Seven Points, Texas- Sometime Mother Nature prepares a ‘natural’ smorgasbord for migrating waterfowl in the form of wild plants, nut bearing trees and water just deep enough for puddle ducks to feed. Other times, man intervenes with bull dozers, plows and seeds and manipulates the landscape to make it attractive to waterfowl heading to winter along the Gulf Coast and farther south into Mexico and Central America.

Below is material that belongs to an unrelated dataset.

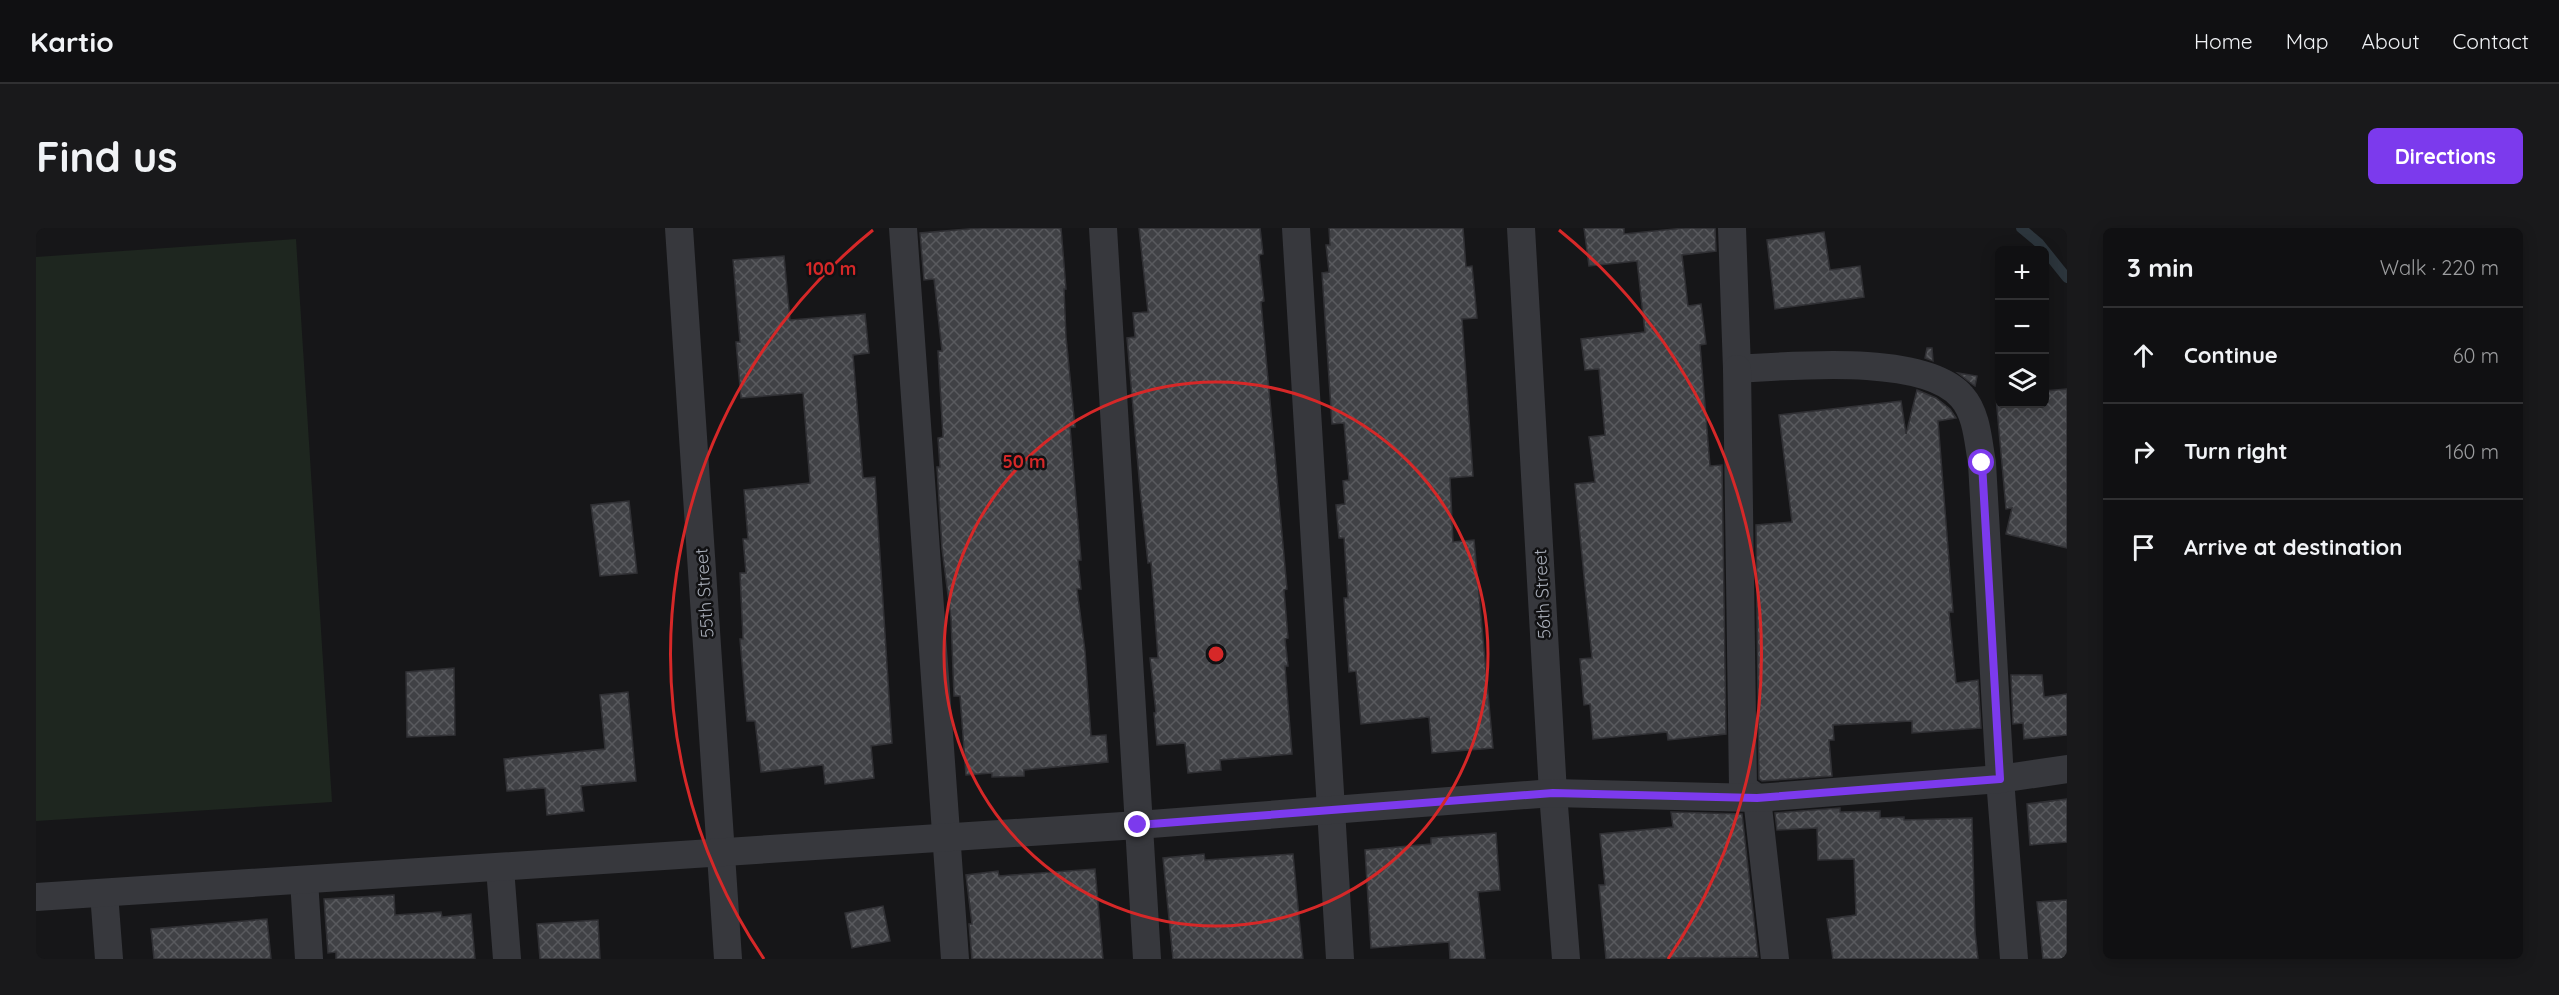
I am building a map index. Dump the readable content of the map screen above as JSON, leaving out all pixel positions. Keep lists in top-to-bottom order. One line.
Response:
{"streets":{"street":["55th Street","56th Street"]},"page":{"header":"Kartio","nav":["Home","Map","About","Contact"],"buttons":"Directions","title":"Find us","heading":["3 min","Walk · 220 m"],"map_buttons":["+","−"],"list":[["Continue","60 m"],["Turn right","160 m"],"Arrive at destination"]},"rings":["100 m","50 m"]}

I just returned from a tour of Rice Rod and Gun Club where Cory Vinson has teamed with landowner Donny Rice to develop what is sure to become one of the premier duck and goose hunting destinations in North Texas. The wetland consists of several thousand acres situated a short distance from the Trinity River and I’m quite sure that left untouched by man, the marshes and lowlands would be a duck haven but, the far thinking team of Vinson/Rice wanted the club land to be the best it could be. Thus, they have kept dozers, plows and planters working overtime during the summer months creating levies, grading new marshes and installing drainage pipes with valves to manipulate the water.
The land has a couple of big ‘roost ponds’, consisting of over 400 acres. These are great spots for ducks and geese to spend the night away from predators, but the big open water ponds which were once gravel pits, are much too deep for puddle ducks to feed. Feeding ducks need water no deeper than 18 inches and they prefer it even shallower. Several hundred acres of interconnected shallow marshes have been developed and with the next heavy rain, will become ‘duck heaven’ for mallards, gadwall, pintail, teal and widgeon heading south. Rice says several hundred geese usually winter on the lower fields that are planted in winter oats and wheat for grazing.

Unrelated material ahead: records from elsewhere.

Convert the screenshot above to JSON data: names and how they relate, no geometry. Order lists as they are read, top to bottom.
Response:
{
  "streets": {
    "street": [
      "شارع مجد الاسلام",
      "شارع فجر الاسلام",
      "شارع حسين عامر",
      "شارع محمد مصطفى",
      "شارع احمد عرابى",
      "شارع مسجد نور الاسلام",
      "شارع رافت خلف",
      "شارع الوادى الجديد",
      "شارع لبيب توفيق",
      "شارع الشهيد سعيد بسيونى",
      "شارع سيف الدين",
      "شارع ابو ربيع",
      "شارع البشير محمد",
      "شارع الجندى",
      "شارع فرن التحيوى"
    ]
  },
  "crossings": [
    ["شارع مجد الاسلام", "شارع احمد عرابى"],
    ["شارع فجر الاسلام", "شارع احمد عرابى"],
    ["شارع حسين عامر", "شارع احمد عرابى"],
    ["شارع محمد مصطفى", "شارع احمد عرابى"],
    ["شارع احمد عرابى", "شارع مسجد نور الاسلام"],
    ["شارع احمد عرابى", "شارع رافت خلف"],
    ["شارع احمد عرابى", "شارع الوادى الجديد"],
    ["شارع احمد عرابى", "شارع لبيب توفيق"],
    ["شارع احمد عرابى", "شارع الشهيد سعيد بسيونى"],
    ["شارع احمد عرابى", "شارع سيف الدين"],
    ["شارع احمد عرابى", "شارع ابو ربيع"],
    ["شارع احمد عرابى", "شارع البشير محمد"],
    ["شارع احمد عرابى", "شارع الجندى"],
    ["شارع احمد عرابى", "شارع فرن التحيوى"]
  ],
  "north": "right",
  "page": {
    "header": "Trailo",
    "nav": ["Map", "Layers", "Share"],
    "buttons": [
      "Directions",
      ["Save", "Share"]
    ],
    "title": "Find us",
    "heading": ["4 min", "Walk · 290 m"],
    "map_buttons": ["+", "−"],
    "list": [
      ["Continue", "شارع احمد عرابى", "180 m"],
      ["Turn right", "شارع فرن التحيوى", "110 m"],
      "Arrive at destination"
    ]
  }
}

As Vinson and I drove around a perimeter road on the wetlands, we used binoculars and spotted large numbers of native wood ducks and several flocks of migrant teal. Granted, the teal are ‘here today and gone tomorrow’ and their migration will be finished by the opener of the general duck season but with all the available food and water, it’s a good bet many of them will end their migration here. The Wood Duck numbers are already strong and will surely become stronger with the influx of ‘new birds’ sometime in October with the passage of the first strong cold front of the season.

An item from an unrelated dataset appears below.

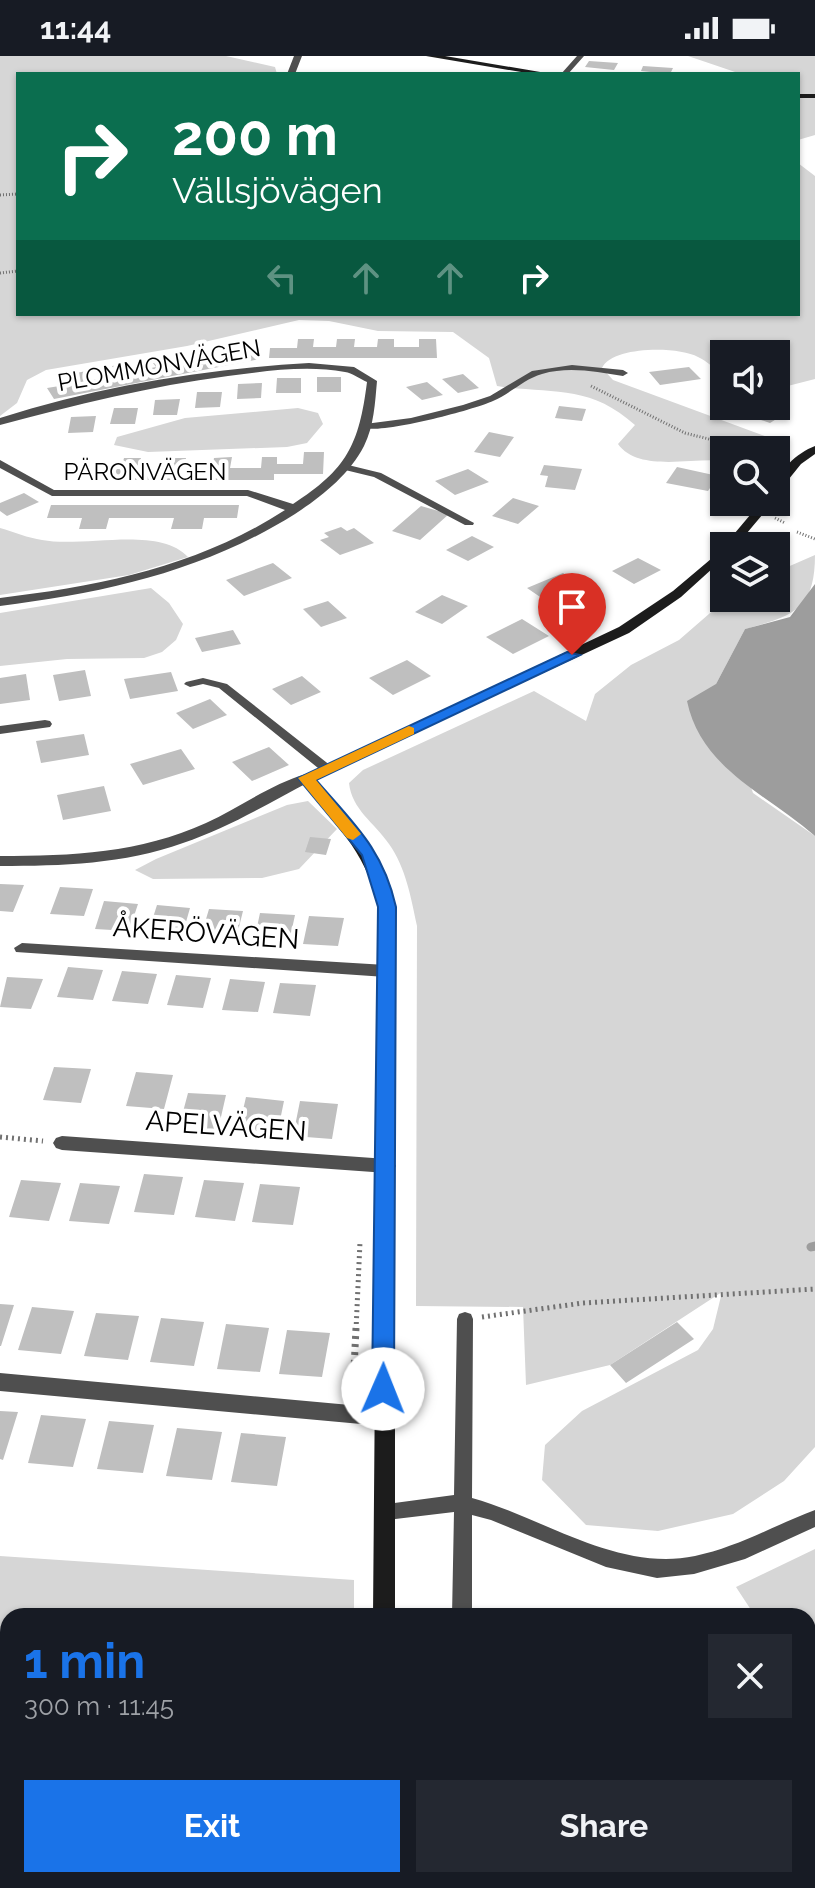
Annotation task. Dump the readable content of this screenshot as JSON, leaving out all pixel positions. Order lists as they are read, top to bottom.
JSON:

“When Donny and I first began making plans in the early spring”, says Vinson, “it was obvious that we had two choices: leave the land ‘as is’ and depend on rainfall flooding marshes for short periods, then deal with the receding water during duck season or, create a series of levies with pipes/valves to hold the run off water for extended periods. We decided upon creating the ‘ideal’ duck habitat with both plenty of shallow water and food attracting plants to attract and keep the birds.”

Wild hogs are plentiful in the area and sign was everywhere we took the time to look. The hogs had moved into some of the newly excavated marshes and were feeding on roots and grubs in the soft earth. Vinson says he still has a few openings for season leases where hunters have the option of setting up their own RV at the campground or making plans to stay in the comfortable lodge on the place. Several options are available that allow duck, goose and hog hunting or fishing on the well stocked lakes.

Duck blinds are in place, marshes are awaiting the next heavy rain and food crops planted for the ducks are lush, everyone at Rice Rod and Gun Club is eagerly awaiting cooler weather and, of course, the main attraction: DUCKS. I’m predicting a banner season and look forward to a hunt or two here myself!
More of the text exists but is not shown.